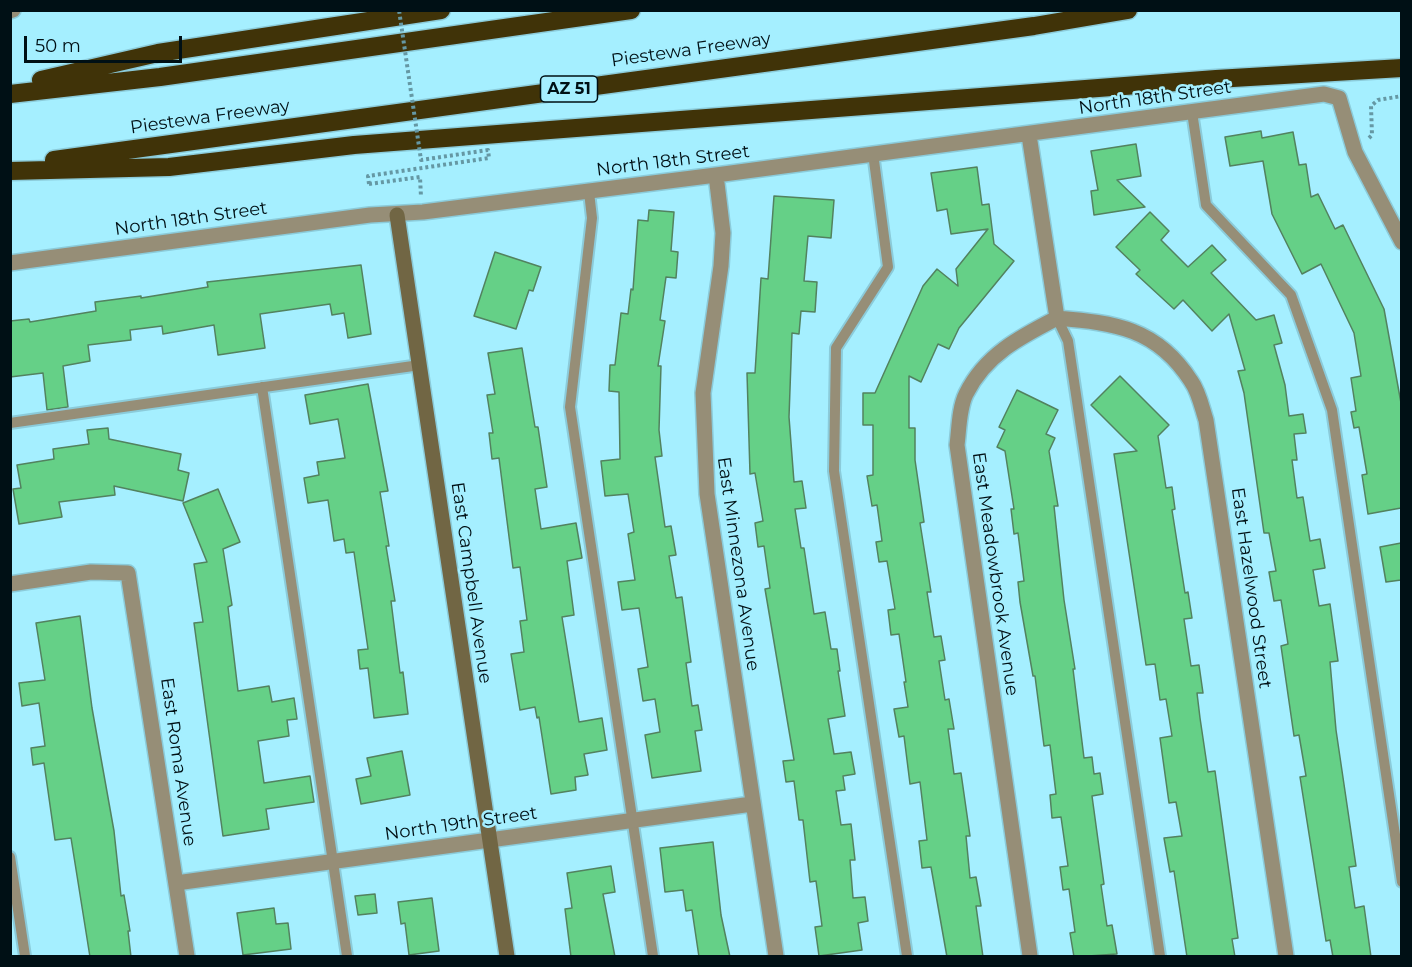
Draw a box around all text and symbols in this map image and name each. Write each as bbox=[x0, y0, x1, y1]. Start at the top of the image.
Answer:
scale bar bbox=[27, 24, 184, 62]
street label: Piestewa Freeway bbox=[610, 28, 772, 72]
text: 50 m bbox=[35, 35, 81, 57]
road number: AZ 51 bbox=[540, 76, 598, 102]
street label: North 18th Street bbox=[1077, 77, 1233, 119]
street label: Piestewa Freeway bbox=[129, 95, 291, 139]
street label: North 18th Street bbox=[595, 141, 751, 181]
street label: North 18th Street bbox=[113, 198, 269, 240]
street label: East Meadowbrook Avenue bbox=[967, 451, 1023, 697]
street label: East Minnezona Avenue bbox=[712, 455, 764, 673]
street label: East Campbell Avenue bbox=[446, 481, 496, 685]
street label: East Hazelwood Street bbox=[1226, 486, 1276, 690]
street label: East Roma Avenue bbox=[155, 676, 201, 848]
street label: North 19th Street bbox=[383, 803, 539, 845]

* REQUIREMENT *
Pictures in the records above are to be left out of an otherwise exact copy.

* RESPONSE BELOW *
Draw a box around all text and symbols in this map image and name each. Write each as bbox=[x0, y0, x1, y1]. Start at the top of the image.
Answer:
scale bar bbox=[27, 24, 184, 62]
street label: Piestewa Freeway bbox=[610, 28, 772, 72]
text: 50 m bbox=[35, 35, 81, 57]
road number: AZ 51 bbox=[540, 76, 598, 102]
street label: North 18th Street bbox=[1077, 77, 1233, 119]
street label: Piestewa Freeway bbox=[129, 95, 291, 139]
street label: North 18th Street bbox=[595, 141, 751, 181]
street label: North 18th Street bbox=[113, 198, 269, 240]
street label: East Meadowbrook Avenue bbox=[967, 451, 1023, 697]
street label: East Minnezona Avenue bbox=[712, 455, 764, 673]
street label: East Campbell Avenue bbox=[446, 481, 496, 685]
street label: East Hazelwood Street bbox=[1226, 486, 1276, 690]
street label: East Roma Avenue bbox=[155, 676, 201, 848]
street label: North 19th Street bbox=[383, 803, 539, 845]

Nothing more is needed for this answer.